Consumer Spending

Indeed, the BEA reported that the economy overall grew by 1.6 percent in the first quarter of 2021, which translates into an annualized growth rate of over 6%. Commerce Department data indicates that this increase was largely driven by an almost 11% increase in consumer spending. The Federal Reserve noted that this increase occurred despite consumer savings exceeding 27% of total disposable income in April of this year. That impressive savings rate is three times higher than the pre-pandemic average of about 7.5% in 2019.   

If this growth rate in GDP can be sustained, this represents a much-needed rebound, as the economy shrank by nearly a third in the second quarter of 2020 when the economy was shut down at the height of the pandemic. But what are our long-term prospects?

One the one hand, the Bureau of Labor Statistics (BLS) reported that the unemployment rate in April was only 6.1%, which is less than half the nearly 15% unemployment rate exactly one year ago at the depth of the Covid-19 recession. On the other hand, the BLS also reported that only 61.7% of the adult population participated in the labor force in April of this year, either working or looking for work. This compares to 63.3% at the end of 2019 before the pandemic struck.

This decline in the number of Americans willing to work is at least partially the result of the continuing, generous weekly federal unemployment bonuses for those who lost their jobs during the pandemic. The BLS reported that employers were able to add only 266,000 jobs in April, despite the number of job openings reaching an all-time high of 8.1 million in March. And the federal government has allowed states to temporarily eliminate the requirement that recipients of unemployment checks show proof that they are actively looking for work.
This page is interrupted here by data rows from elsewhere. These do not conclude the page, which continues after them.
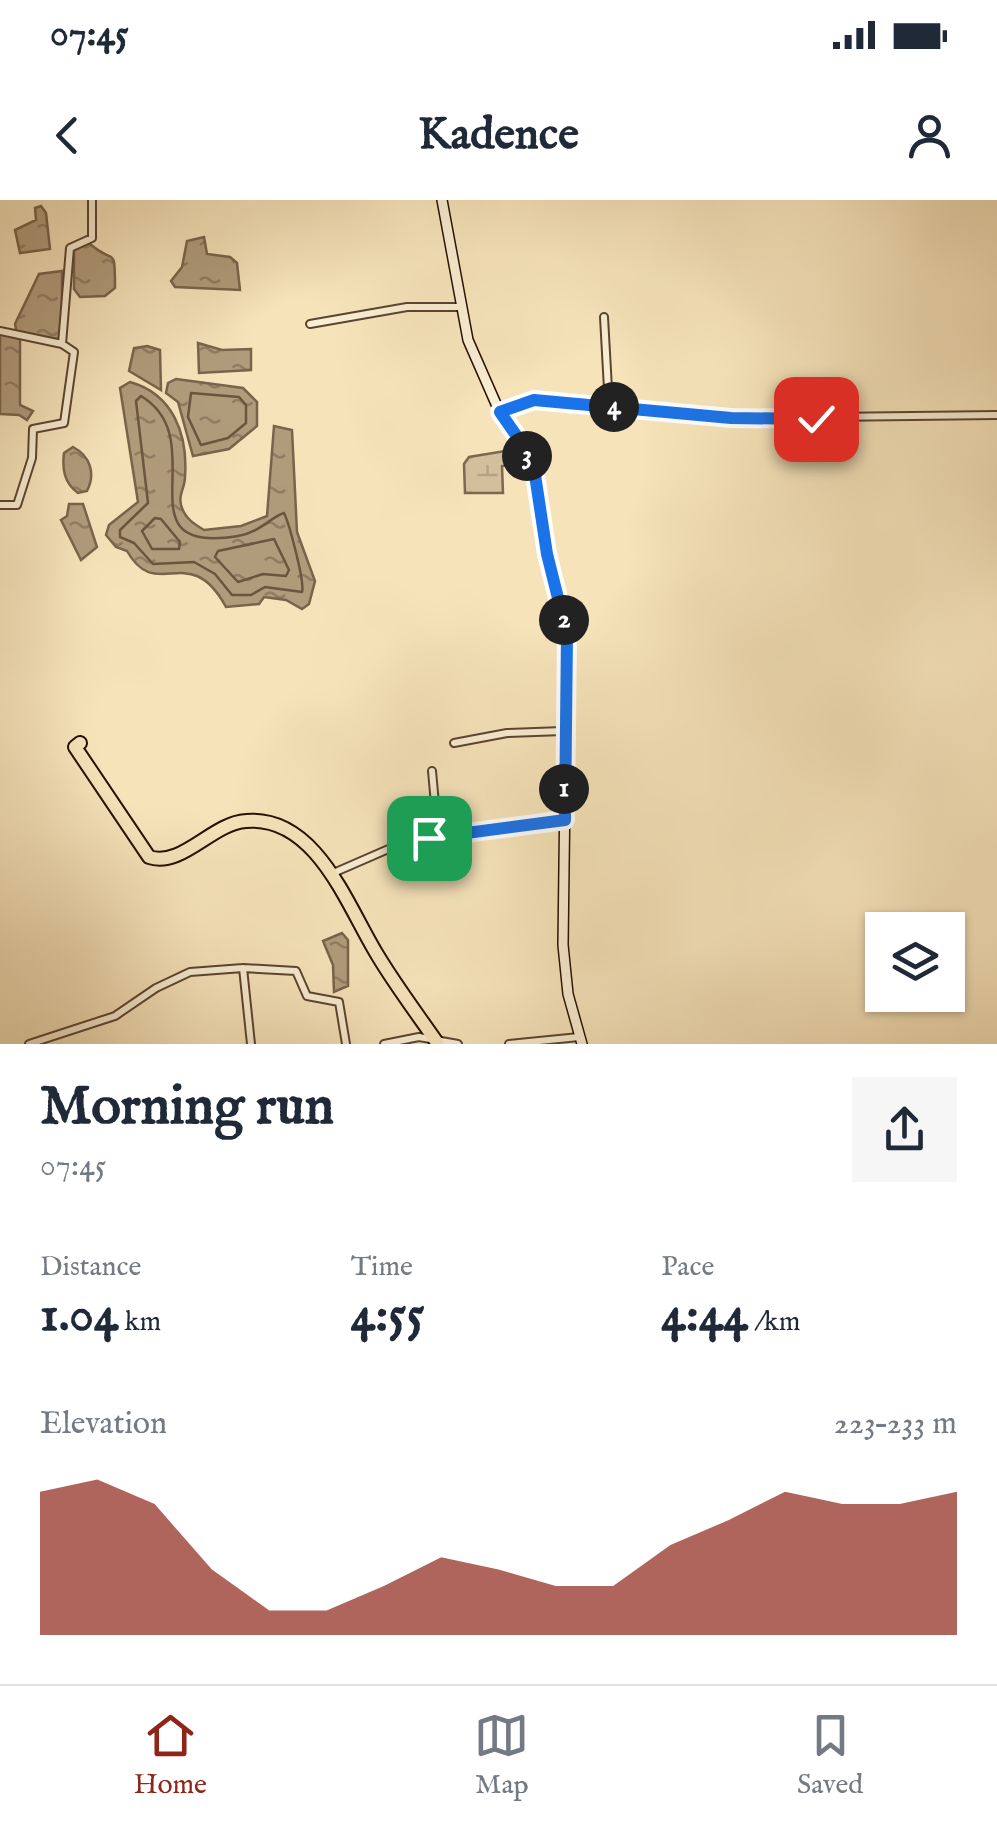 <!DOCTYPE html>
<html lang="en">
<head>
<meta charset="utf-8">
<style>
  :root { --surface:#fff; --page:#f6f6f7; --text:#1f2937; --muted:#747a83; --line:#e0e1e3; --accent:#8f2418 }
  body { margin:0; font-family:"IM FELL English",serif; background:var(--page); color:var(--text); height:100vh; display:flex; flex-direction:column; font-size:38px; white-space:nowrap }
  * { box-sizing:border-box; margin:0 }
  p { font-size:32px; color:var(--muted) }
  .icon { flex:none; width:55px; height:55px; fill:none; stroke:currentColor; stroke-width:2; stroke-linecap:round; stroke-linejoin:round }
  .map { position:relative; height:844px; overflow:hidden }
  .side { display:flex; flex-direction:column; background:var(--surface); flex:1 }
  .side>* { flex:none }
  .buttons { position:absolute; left:865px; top:712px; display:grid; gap:20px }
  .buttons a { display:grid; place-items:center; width:100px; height:100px; border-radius:0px; background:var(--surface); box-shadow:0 2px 8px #0004; font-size:50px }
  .pin { position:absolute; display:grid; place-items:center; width:85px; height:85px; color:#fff; margin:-42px; border-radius:20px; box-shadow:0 5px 15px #0006 }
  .km { position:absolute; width:50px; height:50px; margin:-25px; border-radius:50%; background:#222; color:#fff; font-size:28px; line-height:50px; text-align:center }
  .round { display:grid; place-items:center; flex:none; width:105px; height:105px; border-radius:0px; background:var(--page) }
  .overview { display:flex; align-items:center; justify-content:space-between; height:170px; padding:0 40px }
  h1 { font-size:55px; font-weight:800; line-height:75px }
  .figures { display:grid; grid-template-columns:repeat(3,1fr); gap:15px; height:170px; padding:10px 40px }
  .figures div { display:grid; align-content:center }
  .figures b { font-size:50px; font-weight:800 }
  .figures small { font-size:28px; font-weight:400 }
  .figures p { font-size:28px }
  .chart { height:280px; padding:20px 40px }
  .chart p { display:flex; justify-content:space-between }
  .chart svg { width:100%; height:180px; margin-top:10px; fill:var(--accent); opacity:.7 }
  .status { display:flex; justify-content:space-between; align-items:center; height:70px; padding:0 50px; background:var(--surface); direction:ltr }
  .status svg { height:28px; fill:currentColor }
  header { display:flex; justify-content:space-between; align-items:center; height:130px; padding:0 40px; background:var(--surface); font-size:45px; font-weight:800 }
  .dock { display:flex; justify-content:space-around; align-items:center; height:140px; border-top:2px solid var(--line); background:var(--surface); font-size:28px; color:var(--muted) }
  .dock a { display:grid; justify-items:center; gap:5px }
  .dock .current { color:var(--accent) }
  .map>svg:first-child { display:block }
  .wetland { fill:url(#wetland-marsh); stroke:#7d674e; stroke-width:2.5 }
  .water { fill:url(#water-ripples); stroke:#79634b; stroke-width:2.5 }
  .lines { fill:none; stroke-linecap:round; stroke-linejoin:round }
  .shore { stroke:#6c553e; stroke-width:2.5 }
  .street-casing { stroke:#5b4430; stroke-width:10 }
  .secondary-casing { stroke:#270f02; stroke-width:12 }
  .highway-casing { stroke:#270f02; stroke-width:16 }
  .street { stroke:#f9edd2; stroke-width:6 }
  .secondary { stroke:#f9edd2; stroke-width:9 }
  .highway { stroke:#f6e3ba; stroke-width:12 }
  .route-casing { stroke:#fff; stroke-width:20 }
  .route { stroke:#1a73e8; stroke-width:12 }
</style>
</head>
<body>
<div class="status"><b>07:45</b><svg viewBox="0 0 49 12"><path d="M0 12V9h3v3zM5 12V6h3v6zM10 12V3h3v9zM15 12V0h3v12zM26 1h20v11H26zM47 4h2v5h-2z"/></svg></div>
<header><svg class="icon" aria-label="back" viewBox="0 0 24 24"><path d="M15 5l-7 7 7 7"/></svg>Kadence<svg class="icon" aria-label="person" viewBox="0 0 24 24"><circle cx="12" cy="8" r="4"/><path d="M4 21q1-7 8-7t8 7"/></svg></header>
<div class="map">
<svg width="997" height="844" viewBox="0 0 997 844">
  <defs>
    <pattern id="wetland-marsh" width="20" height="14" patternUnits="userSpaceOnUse" patternTransform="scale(2.5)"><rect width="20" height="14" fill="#d3bf9b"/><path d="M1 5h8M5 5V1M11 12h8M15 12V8" fill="none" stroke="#b5a384"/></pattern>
    <pattern id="water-ripples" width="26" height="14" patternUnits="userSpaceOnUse" patternTransform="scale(2.5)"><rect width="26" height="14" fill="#b09b7b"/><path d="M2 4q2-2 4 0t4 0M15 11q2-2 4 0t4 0" fill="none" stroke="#8f7d63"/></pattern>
  </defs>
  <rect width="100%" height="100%" fill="#f6e3ba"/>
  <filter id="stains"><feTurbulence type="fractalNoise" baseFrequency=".002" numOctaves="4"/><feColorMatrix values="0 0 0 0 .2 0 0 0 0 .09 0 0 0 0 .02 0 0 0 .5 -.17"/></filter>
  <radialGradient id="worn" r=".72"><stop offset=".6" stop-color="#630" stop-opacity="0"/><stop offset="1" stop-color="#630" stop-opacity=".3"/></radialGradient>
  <path class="wetland" d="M512 250 517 264 502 266 503 293H465L464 264 469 257Z"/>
  <path class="water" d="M41 6 46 13 50 49 20 53 15 30 36 20 35 8Z
    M204 37 207 54 230 57 237 63 240 90 175 87 171 81 182 67 187 41Z
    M89 43C114 66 115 43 115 88L105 96 80 97 74 89V47Z
    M62 71V130L57 141 17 134 15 124 39 74Z
    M0 134 20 139V205L33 211 27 220 19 215 0 214Z
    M198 143 222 150 251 149V170L199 173Z
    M147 146 160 150 161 190 129 171 134 148Z
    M176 179 243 188 257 202V226L229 249 193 256 178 202 166 193 168 183Z
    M130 182C173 194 188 234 185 277 185 289 177 295 182 308 186 319 194 324 204 330L241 326 267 316 274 226 292 230 297 332 315 381 309 404 302 409 286 400 264 397 259 404 226 407C189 339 157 404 127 351L116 347 106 335 109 325 138 302 120 188Z
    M73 247C90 256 96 273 87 291L78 293C64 283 62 269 64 253Z
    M69 304H83L97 347 81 360 61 320 67 316Z
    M342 733 348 740V786L334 792 333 765 323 741Z"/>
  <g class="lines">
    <path class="shore" d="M191 193 239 197 246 205V223L228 238 201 245 188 217Z
      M141 196C216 241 117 356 238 336 259 333 271 317 284 313 289 323 305 382 302 392L265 387 251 395H232L215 374 194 362 153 364 134 343 120 337V330L148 303 136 201Z
      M155 318 161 319 180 342 179 349H152L142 331Z
      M274 339 289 370 286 376 263 374 238 382 215 357 218 351Z"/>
    <g class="street-casing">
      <path id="street" d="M604 117 609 207
        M310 124 407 107H459
        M0 131 62 144
        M500 213 534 200 731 218 997 215
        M0 305H17L32 258 33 229 64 223 74 152 62 144 70 48 92 38V0
        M454 543 507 533 563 531
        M432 571 438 637
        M331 674 400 644 565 620
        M243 768 251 844
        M29 844 115 816 156 788 190 772 243 768 296 771 307 796 339 802 346 844
        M384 844 419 837 458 844
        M509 844 579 837"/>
    </g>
    <g class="secondary-casing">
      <path id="secondary" d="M442 0 468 140 500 213 535 275 547 354 567 434 563 745 568 794 582 844"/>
    </g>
    <g class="highway-casing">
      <path id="highway" d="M80 543 75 547 149 657C182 668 212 623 246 621 317 615 348 708 378 756 396 786 418 815 438 844"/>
    </g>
    <use href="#street" class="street"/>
    <use href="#secondary" class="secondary"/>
    <use href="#highway" class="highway"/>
  </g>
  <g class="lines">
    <g class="route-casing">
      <path id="route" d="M429 638 565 620 567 434 547 354 535 275 518 238 500 212 534 200 731 218 816 219"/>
    </g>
    <use href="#route" class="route"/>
  </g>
  <rect width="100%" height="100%" filter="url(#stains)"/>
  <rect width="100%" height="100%" fill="url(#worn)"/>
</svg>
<div class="buttons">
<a><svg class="icon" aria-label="layers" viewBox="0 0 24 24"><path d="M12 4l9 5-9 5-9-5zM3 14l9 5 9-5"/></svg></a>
</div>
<div class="pin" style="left:429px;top:638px;background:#1e9e55"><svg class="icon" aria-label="arrive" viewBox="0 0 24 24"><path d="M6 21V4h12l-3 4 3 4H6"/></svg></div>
<div class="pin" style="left:816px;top:219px;background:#d93025"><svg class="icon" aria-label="check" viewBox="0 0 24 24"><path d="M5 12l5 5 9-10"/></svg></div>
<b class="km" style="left:564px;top:589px">1</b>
<b class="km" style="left:564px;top:420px">2</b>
<b class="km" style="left:527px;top:256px">3</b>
<b class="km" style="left:614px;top:207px">4</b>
</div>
<section class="side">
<div class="overview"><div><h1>Morning run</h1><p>07:45</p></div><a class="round"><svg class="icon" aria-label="share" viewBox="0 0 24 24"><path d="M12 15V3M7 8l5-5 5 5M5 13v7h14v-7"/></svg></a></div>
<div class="figures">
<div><p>Distance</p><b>1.04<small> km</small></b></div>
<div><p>Time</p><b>4:55</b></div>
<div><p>Pace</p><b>4:44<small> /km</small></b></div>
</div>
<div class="chart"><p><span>Elevation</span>223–233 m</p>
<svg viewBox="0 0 160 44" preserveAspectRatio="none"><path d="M0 44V9L10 6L20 12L30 28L40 38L50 38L60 32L70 25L80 28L90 32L100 32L110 22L120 16L130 9L140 12L150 12L160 9V44z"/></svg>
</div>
</section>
<nav class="dock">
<a class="current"><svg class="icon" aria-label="home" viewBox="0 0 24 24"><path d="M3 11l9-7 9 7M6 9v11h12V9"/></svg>Home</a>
<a><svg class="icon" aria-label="map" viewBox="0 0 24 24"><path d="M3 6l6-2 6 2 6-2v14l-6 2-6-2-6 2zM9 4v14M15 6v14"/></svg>Map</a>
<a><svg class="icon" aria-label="saved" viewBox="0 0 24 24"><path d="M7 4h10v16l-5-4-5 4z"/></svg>Saved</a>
</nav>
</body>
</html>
It will be difficult for the American economy to produce enough goods in the long run to satisfy this rocket-fueled consumer demand (backed by impressive levels of personal savings) when fewer Americans are willing to provide the necessary labor to produce it. This implies that the negative long-term impact from this series of multi-trillion-dollar fiscal stimulus packages will likely overshadow the positive short-term impact we are seeing today. And as Milton Friedman reminded us long ago, inflation rears its ugly head whenever too much money is chasing too few available goods in the economy.

The moral of this fiscal stimulus experiment? What Uncle Sam giveth by artificially stimulating consumer demand, he also taketh away by artificially discouraging producer supply.